Nunca pretendi ser “especialista” em direcção espiritual, nem teólogo: nada mais sou do que um “biscateiro” que procura ajudar naquilo que pode e onde pensa ter alguma utilidade. Se falo de direcção espiritual é porque é matéria que me interessa e porque me interessa procuro partilhar “com lealdade” e amor os poucos conhecimentos que possa ter. Se eles servirem a alguém, tanto melhor. Se algo disser que não seja justo, penso que aqui neste meio de comunicação existem numerosos sacerdotes, mais doutos do que eu, que poderão corrigir ou alertar para qualquer erro que eu possa cometer. A vida ensinou-me a ouvir os outros e a aceitar com humildade o que me dizem, mesmo quando isso magoa o meu pior inimigo: o amor-próprio.

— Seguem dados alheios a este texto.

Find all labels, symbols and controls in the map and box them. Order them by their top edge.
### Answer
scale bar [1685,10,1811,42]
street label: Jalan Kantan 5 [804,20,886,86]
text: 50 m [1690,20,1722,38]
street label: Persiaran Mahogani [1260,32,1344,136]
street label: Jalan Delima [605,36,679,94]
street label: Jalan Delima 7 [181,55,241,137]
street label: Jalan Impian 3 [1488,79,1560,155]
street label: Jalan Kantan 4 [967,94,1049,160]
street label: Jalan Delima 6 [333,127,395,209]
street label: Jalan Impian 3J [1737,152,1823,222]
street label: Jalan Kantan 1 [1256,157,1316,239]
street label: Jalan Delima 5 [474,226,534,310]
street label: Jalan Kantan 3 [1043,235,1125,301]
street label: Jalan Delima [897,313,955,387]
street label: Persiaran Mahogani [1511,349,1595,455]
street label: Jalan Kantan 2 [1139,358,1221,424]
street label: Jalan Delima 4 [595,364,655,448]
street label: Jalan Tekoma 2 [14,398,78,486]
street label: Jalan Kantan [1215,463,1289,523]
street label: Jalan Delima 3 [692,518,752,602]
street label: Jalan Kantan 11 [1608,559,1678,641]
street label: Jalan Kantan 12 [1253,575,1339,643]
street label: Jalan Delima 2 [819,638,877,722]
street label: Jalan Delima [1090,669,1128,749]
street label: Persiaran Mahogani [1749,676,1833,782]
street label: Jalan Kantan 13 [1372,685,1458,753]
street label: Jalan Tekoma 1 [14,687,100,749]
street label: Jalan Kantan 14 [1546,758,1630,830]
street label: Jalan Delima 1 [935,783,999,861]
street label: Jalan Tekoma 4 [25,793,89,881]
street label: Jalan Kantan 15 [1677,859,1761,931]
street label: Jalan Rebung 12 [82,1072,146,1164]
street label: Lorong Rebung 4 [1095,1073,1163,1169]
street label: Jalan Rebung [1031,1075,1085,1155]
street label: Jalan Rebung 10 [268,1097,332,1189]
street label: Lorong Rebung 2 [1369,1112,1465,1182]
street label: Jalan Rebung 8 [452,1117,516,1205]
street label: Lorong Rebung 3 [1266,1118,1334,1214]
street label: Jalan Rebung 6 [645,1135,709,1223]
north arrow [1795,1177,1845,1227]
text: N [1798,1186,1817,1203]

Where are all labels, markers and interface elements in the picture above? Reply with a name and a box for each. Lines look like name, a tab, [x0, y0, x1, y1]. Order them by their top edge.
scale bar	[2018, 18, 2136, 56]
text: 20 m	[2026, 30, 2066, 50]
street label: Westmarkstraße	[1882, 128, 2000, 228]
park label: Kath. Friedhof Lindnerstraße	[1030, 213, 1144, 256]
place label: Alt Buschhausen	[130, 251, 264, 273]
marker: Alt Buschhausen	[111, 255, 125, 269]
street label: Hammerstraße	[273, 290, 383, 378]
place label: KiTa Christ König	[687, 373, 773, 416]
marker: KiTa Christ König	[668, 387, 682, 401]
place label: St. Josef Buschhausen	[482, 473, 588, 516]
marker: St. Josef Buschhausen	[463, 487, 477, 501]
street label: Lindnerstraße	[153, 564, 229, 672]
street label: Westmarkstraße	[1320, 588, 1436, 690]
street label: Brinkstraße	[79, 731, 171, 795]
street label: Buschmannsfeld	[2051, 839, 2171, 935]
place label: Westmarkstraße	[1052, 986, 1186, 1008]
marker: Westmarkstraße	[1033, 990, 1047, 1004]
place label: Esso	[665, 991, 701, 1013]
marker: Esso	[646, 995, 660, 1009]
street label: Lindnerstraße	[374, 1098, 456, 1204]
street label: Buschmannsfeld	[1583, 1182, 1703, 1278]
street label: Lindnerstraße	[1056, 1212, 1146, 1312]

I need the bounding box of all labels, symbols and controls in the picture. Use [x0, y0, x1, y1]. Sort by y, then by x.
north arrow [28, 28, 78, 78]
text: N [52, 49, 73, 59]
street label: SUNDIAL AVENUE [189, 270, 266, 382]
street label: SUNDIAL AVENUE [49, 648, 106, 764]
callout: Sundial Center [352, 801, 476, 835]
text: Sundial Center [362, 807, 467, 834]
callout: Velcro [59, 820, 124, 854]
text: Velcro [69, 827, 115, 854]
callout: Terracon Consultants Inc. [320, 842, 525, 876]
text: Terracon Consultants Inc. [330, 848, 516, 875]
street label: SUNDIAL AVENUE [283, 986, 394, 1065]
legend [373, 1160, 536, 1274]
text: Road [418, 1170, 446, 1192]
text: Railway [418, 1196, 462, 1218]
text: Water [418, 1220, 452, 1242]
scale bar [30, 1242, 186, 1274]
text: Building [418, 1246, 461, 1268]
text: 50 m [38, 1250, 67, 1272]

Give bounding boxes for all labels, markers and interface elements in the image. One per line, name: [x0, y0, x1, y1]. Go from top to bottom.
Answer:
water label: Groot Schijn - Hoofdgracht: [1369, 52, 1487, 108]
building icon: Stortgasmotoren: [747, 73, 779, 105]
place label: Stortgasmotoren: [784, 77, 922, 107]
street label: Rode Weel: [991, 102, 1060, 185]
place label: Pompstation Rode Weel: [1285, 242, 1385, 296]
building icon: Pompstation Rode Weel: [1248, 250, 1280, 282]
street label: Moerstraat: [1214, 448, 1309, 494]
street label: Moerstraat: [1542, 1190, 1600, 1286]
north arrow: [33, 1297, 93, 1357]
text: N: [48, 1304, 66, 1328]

Tomo, como se para mim fosse escrito, este conselho do Padre Tanquerey:

“Fazer progressos na obediência, é ao mesmo tempo fazer acto de humildade, de mortificação e de espírito de fé; é ao mesmo tempo adquirir a humildade e pela mesma ocasião se aperfeiçoar na obediência, no amor de Deus, na caridade, sendo o orgulho o obstáculo principal na prática destas virtudes”. (Padre Adolfo Tanquerey: “Compêndio de Ascética e Mística” § 468-b).

“Melhor é obedecer a Deus do que aos homens”, é uma verdade incontestável que não sofre qualquer contestação. Todavia, em matéria espiritual, ou melhor na direcção espiritual, existe uma alternativa muito particular, como podemos ver nas cartas da Beata Alexandrina ao seu Primeiro Director espiritual, que seguir transcrevo:

“Disse-me o meu amado Jesus que será Ele o meu Director e o meu Mestre contínuo, frequente, habitual, e V.R. lá de longe; mas que tenho que lhe obedecer primeiro do que a Ele”.

Ora, antes da beatificação, os escritos da Beata Alexandrina foram controlados por sete teólogos romanos e nenhum deles levantou qualquer protesto contra o que acabamos de ler, simplesmente porque assim é.

Tão estranho que possa parecer, esta é uma regra constante na direcção espiritual e comum aos Santos que beneficiaram de comunicações celestes, e cujos escritos podemos ler, tais como Santa Teresa de Ávila ou, mais perto de nós, Santo (Padre) Pio de Pietrelcina... e a Beata Alexandrina.